Personal information
- Born: August 17, 1985 (age 40) Virginia Beach, Virginia
- Listed height: 6 ft 3 in (1.91 m)
- Listed weight: 213 lb (97 kg)

Career information
- College: Shepherd (WV)
- NFL draft: 2007: undrafted

Career history
- Arizona Cardinals (2007)*; San Francisco 49ers (2008)*; Pittsburgh Steelers (2008)*; Oakland Raiders (2008–2009)*; San Francisco 49ers (2009); Tennessee Titans (2010)*; San Diego Chargers (2011)*; Arizona Cardinals (2012)*; Saskatchewan Roughriders (2012–2013); BC Lions (2014);
- * Offseason and/or practice squad member only

Awards and highlights
- Grey Cup champion (2013);

Career NFL statistics
- FG made - Attempted: 2-3
- XP made - Attempted: 2-2
- Career Long FG: 39
- Stats at Pro Football Reference
- Stats at CFL.ca (archive)

= Ricky Schmitt =

American gridiron football player (born 1985)

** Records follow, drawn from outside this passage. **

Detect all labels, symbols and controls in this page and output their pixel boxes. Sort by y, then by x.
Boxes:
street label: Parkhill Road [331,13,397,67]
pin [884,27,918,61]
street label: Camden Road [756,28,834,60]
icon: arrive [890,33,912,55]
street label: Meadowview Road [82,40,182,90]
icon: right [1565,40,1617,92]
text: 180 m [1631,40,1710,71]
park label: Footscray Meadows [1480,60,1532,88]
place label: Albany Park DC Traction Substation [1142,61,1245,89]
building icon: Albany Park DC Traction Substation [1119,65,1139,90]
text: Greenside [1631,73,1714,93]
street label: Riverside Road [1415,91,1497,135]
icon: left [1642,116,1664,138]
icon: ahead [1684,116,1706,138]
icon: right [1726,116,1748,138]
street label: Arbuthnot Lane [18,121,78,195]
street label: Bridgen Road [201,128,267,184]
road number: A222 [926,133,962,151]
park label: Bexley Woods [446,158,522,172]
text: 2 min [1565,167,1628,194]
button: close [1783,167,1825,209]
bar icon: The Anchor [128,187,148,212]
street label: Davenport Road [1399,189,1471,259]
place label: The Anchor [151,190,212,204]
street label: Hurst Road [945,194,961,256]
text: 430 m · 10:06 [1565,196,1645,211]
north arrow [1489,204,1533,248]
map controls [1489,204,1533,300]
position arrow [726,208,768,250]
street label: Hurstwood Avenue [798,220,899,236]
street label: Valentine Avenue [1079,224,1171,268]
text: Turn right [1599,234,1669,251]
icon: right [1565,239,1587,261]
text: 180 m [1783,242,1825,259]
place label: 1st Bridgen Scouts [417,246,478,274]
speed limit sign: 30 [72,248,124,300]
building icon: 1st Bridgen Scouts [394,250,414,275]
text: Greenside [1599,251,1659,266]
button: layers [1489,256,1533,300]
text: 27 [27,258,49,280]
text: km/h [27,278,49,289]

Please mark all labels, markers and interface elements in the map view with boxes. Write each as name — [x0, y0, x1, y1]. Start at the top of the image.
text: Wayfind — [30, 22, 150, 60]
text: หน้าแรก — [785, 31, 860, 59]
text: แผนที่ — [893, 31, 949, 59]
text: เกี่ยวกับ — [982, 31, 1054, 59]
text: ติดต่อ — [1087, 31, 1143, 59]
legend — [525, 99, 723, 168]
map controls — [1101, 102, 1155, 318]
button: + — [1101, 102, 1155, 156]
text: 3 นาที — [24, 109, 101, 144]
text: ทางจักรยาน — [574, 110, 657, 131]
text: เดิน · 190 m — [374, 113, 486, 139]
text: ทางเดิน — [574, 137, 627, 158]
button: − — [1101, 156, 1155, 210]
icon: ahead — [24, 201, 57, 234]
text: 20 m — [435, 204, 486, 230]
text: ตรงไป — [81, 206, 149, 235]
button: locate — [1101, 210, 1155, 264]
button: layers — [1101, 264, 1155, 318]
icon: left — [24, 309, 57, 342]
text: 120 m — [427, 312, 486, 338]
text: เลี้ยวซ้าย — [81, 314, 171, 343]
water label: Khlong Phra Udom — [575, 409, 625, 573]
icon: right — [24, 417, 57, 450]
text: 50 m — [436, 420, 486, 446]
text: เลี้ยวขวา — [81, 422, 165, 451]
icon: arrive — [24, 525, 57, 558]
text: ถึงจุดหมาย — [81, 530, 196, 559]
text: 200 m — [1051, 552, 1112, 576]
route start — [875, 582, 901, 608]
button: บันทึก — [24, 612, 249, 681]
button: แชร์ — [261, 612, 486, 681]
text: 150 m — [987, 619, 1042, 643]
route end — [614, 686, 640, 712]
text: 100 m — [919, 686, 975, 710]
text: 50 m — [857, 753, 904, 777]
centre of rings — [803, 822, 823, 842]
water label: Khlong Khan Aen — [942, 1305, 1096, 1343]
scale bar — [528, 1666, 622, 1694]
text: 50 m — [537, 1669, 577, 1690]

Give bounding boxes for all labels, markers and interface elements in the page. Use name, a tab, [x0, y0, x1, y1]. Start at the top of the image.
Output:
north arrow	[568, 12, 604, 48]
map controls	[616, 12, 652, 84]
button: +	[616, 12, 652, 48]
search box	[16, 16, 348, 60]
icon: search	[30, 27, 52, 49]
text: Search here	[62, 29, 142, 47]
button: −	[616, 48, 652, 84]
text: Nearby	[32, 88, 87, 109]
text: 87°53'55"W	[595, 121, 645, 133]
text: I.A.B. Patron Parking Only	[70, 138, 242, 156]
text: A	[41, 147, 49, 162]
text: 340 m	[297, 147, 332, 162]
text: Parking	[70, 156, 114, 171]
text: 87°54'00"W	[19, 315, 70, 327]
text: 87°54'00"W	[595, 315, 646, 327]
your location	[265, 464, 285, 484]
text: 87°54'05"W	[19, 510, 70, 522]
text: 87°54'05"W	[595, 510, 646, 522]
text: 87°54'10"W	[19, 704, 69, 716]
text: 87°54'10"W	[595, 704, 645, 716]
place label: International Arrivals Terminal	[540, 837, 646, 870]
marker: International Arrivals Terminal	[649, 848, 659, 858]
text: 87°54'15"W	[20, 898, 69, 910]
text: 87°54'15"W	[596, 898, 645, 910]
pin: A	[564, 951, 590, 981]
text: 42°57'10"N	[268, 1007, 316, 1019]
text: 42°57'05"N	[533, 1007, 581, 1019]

Ricky William Schmitt (born August 17, 1985) is a former gridiron football punter and place kicker. He was signed by the Arizona Cardinals as an undrafted free agent in 2007. He played college football at Shepherd University.

Schmitt was also a member of the San Diego Chargers, Pittsburgh Steelers, Oakland Raiders, San Francisco 49ers, Tennessee Titans, Saskatchewan Roughriders, and BC Lions.

==Early life==
Schmitt graduated from Salem High School in Virginia Beach, Virginia in 2003, but did not play football until his senior year. A four-year varsity letterman in soccer, Schmitt only went out for football due to the Sun Devils' need for a kicker. He was named an all-Beach District punter/kicker his senior year. He also played basketball. Schmitt was offered a scholarship to play soccer for Virginia Tech.

==College career==
Schmitt played college football at Shepherd University, a Division II school in West Virginia. He was one of the premier punters/kickers in the NCAA. In 2006 he would have been among the leaders of all divisions in punting statistics however his offense only allowed him to punt 41 times (not enough to qualify for the leaders). In spring testing Schmitt was one of the fastest members of the Shepherd University squad recording 40-yard dash times in the 4.4’s. He is a three-time first team All-WVIAC selection as a punter and a two-time first team selection as a kicker. 2006 Daktronics Division II First Team All-Northeast Region selection and a second-team All-American in 2006.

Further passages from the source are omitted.